I have a 12" x 35" lathe but had a job last week for which I could have used that 16" machine. Just barely was able to handle it with my machine. If you have space for it that is a size just about every machinist would love to have. You may find that you'll also want to add a small machine to this at some future date. But, if this turns out to be a good machine at a good price, I'd buy it, especially if it is not just a bare machine with no tooling.


----------



## Chipper5783 (Sep 23, 2018)

Since you already know the price, the condition, tooling attachments and your own set up (space, power and moving) will determine whether it is a good deal or not.  I would not be too concerned about this machine being inherently more dangerous for a beginner.  Any lathe can do a person some very serious damage.  A 12" swing, 1 HP, belt drive machine can cause sever injury.  That 16" 7.5 HP gear jammer is to be treated with respect - like every other shop tool.  The Summit machine probably has a foot brake (IMO a desirable, but not critical safety feature), while many of the smaller machines do not.

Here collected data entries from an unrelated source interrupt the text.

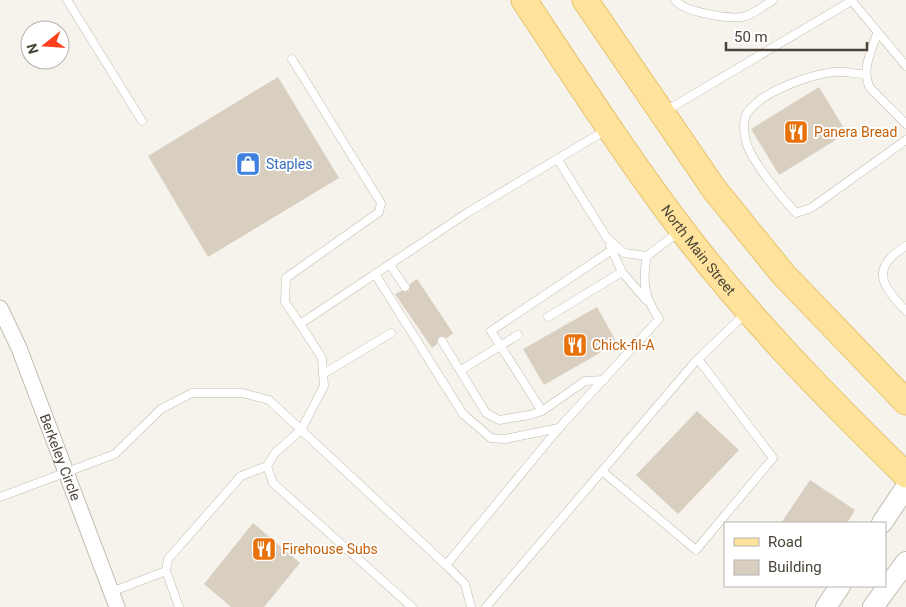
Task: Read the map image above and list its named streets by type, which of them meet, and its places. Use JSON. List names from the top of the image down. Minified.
{"streets":{"main road":["North Main Street"],"street":["Berkeley Circle"]},"places":{"restaurant":["Panera Bread","Chick-fil-A","Firehouse Subs"],"shop":["Staples"]},"legend":["Road","Building"],"scale_bar":"50 m","north":"left"}
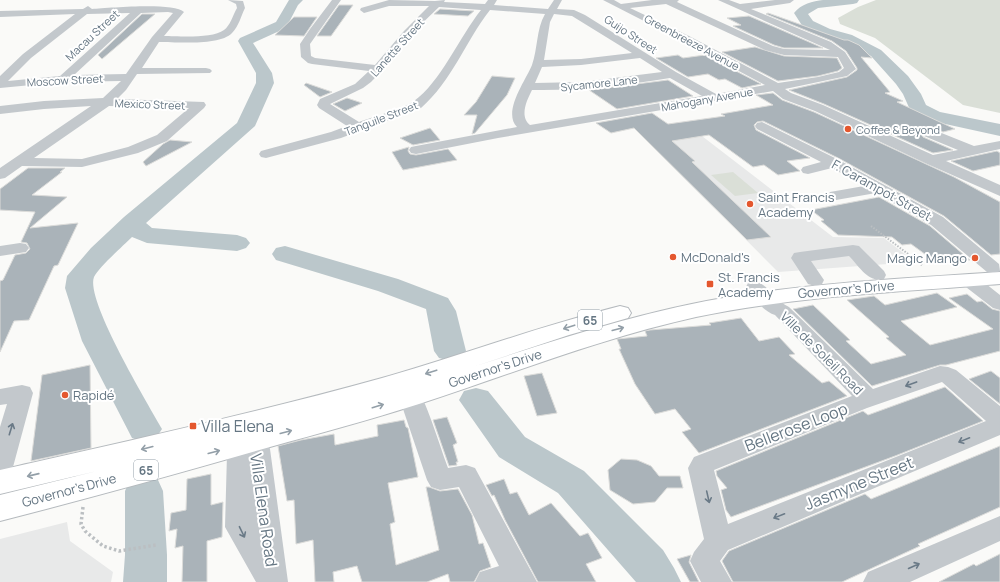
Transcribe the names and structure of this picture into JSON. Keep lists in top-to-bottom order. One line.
{"streets":{"main road":["Governor's Drive","65"],"street":["Guijo Street","Macau Street","Greenbreeze Avenue","Lanette Street","Moscow Street","Sycamore Lane","Mahogany Avenue","Mexico Street","Tanguile Street","F. Carampot Street","Ville de Soleil Road","Bellerose Loop","Jasmyne Street","Villa Elena Road"]},"crossings":[["Guijo Street","Lanette Street"],["Guijo Street","Sycamore Lane"],["Guijo Street","Mahogany Avenue"],["Guijo Street","Tanguile Street"],["Macau Street","Moscow Street"],["Greenbreeze Avenue","Mahogany Avenue"],["Lanette Street","Tanguile Street"],["F. Carampot Street","Governor's Drive"],["Governor's Drive","Ville de Soleil Road"],["Governor's Drive","Villa Elena Road"],["Ville de Soleil Road","Bellerose Loop"],["Bellerose Loop","Jasmyne Street"]],"places":{"other":["Coffee & Beyond","Saint Francis Academy","McDonald's","Magic Mango","Rapidé"],"transit":["St. Francis Academy","Villa Elena"]}}
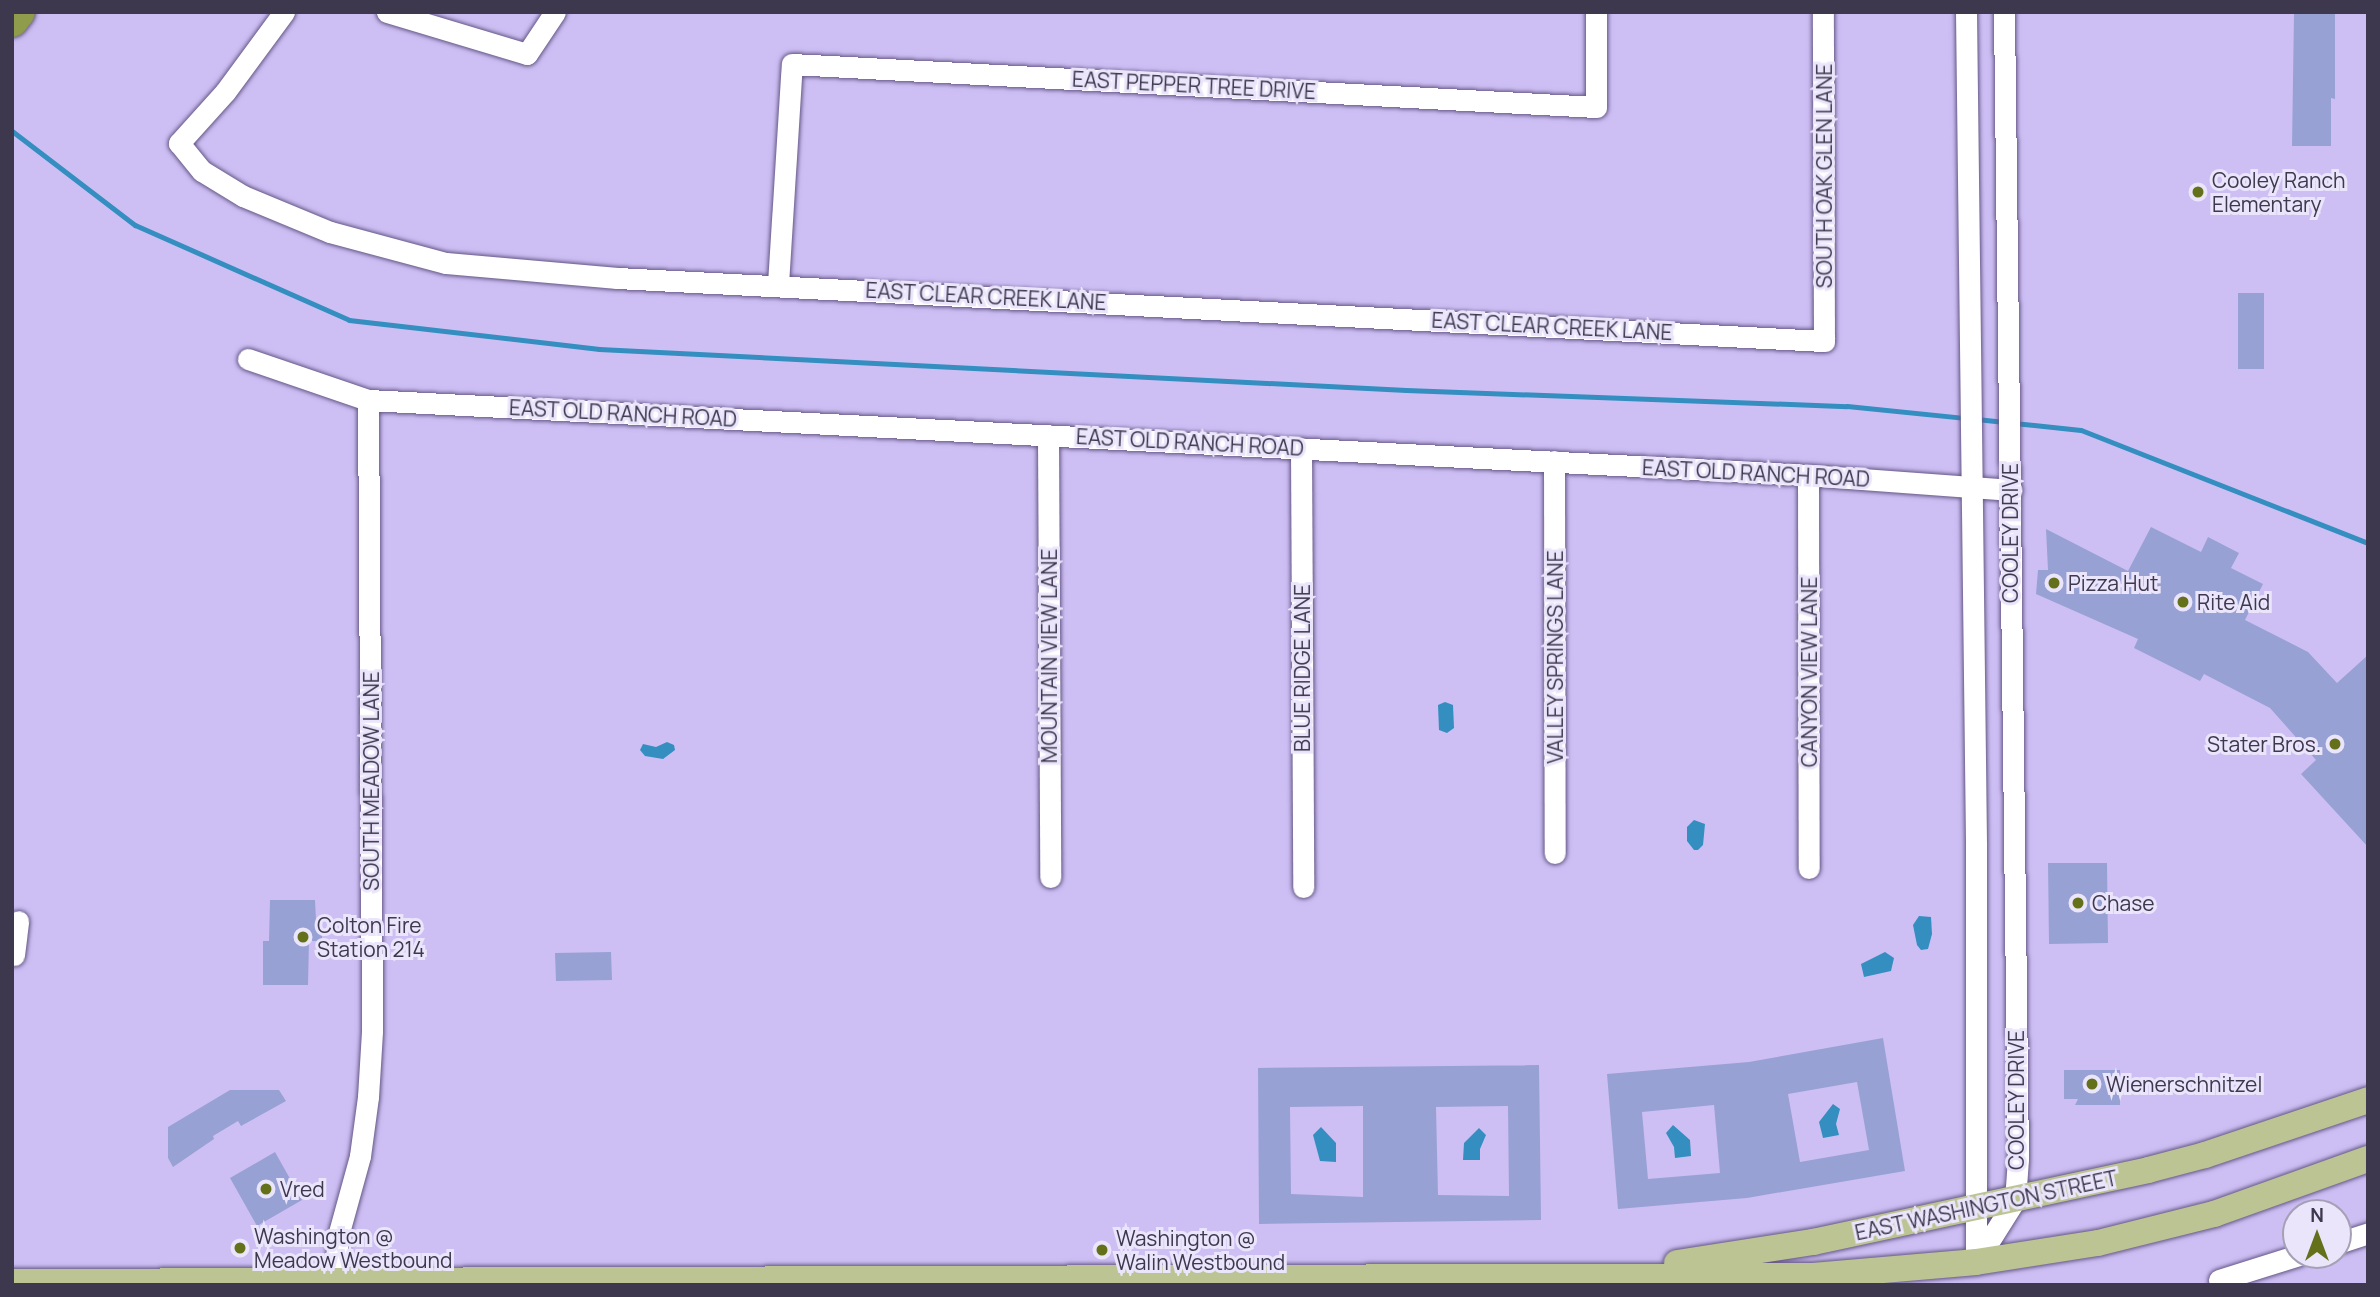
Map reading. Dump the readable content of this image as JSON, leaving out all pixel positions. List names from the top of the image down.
{
  "streets": {
    "main road": ["EAST WASHINGTON STREET"],
    "street": [
      "EAST PEPPER TREE DRIVE",
      "SOUTH OAK GLEN LANE",
      "EAST CLEAR CREEK LANE",
      "EAST OLD RANCH ROAD",
      "COOLEY DRIVE",
      "MOUNTAIN VIEW LANE",
      "VALLEY SPRINGS LANE",
      "BLUE RIDGE LANE",
      "CANYON VIEW LANE",
      "SOUTH MEADOW LANE"
    ]
  },
  "crossings": [
    ["EAST PEPPER TREE DRIVE", "EAST CLEAR CREEK LANE"],
    ["SOUTH OAK GLEN LANE", "EAST CLEAR CREEK LANE"],
    ["EAST OLD RANCH ROAD", "COOLEY DRIVE"],
    ["EAST OLD RANCH ROAD", "MOUNTAIN VIEW LANE"],
    ["EAST OLD RANCH ROAD", "VALLEY SPRINGS LANE"],
    ["EAST OLD RANCH ROAD", "BLUE RIDGE LANE"],
    ["EAST OLD RANCH ROAD", "CANYON VIEW LANE"],
    ["EAST OLD RANCH ROAD", "SOUTH MEADOW LANE"],
    ["COOLEY DRIVE", "EAST WASHINGTON STREET"],
    ["SOUTH MEADOW LANE", "EAST WASHINGTON STREET"]
  ],
  "places": [
    "Cooley Ranch Elementary",
    "Pizza Hut",
    "Rite Aid",
    "Stater Bros.",
    "Chase",
    "Colton Fire Station 214",
    "Wienerschnitzel",
    "Vred",
    "Washington @ Meadow Westbound",
    "Washington @ Walin Westbound"
  ],
  "north": "top"
}
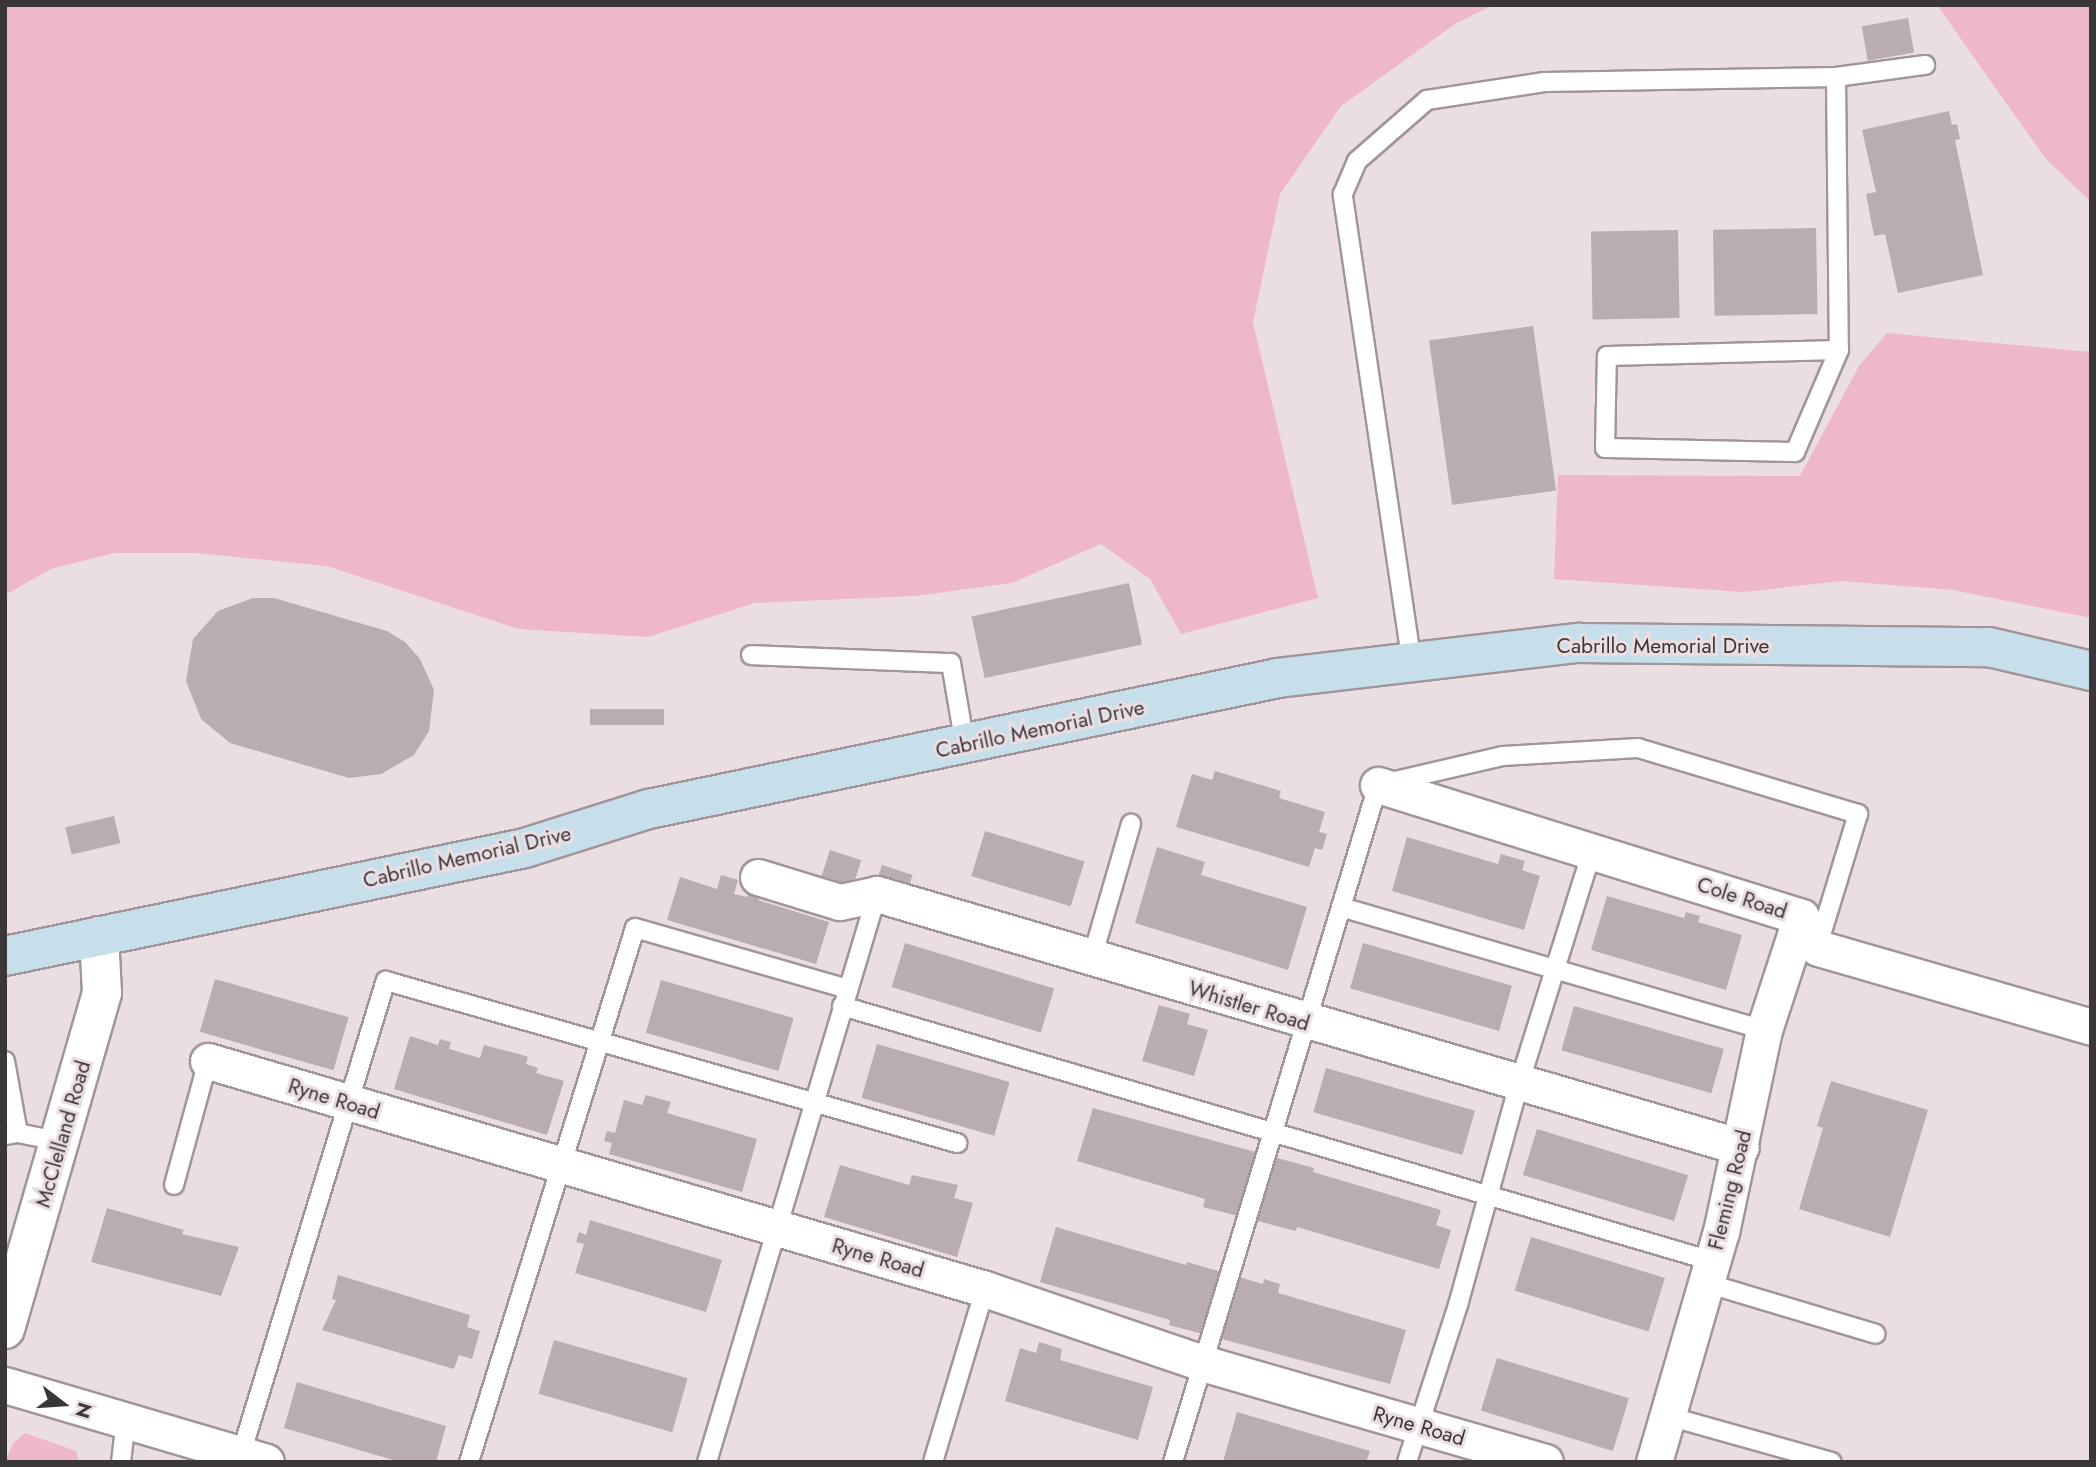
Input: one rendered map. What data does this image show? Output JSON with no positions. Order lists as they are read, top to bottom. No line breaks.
{"streets":{"main road":["Cabrillo Memorial Drive"],"street":["Cole Road","Whistler Road","Ryne Road","McClelland Road","Fleming Road"]},"crossings":[["Cabrillo Memorial Drive","McClelland Road"],["Cole Road","Fleming Road"],["Whistler Road","Fleming Road"]],"north":"right"}
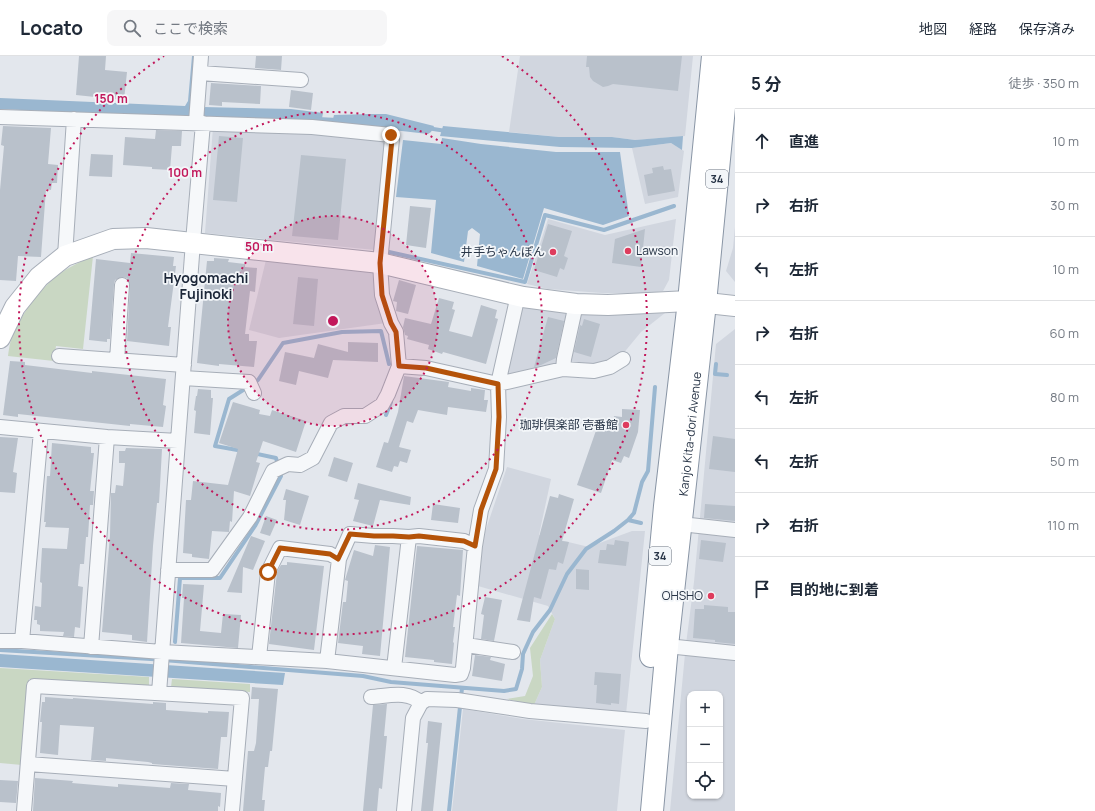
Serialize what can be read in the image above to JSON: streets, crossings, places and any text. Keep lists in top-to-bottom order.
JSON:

It is true that larger machines have more expensive accessories, hence the reason that how well dressed it is become important in the decision.  The speed range noted above is also a good point.  It appears that machine is about 25-1800 rpm.  Of course there are applications where a higher speed is desirable.  I'm generally working fairly small components, I rarely go over 1000 rpm on my 15" machine or 1250 rpm on my 11" machine (they are capable of 2000 and 2500 respectively).  However, I find the low speed much more useful - my 15" only goes down to 45 rpm and a lower speed would be nice (the 11" machine will go down to 30 rpm, which is great).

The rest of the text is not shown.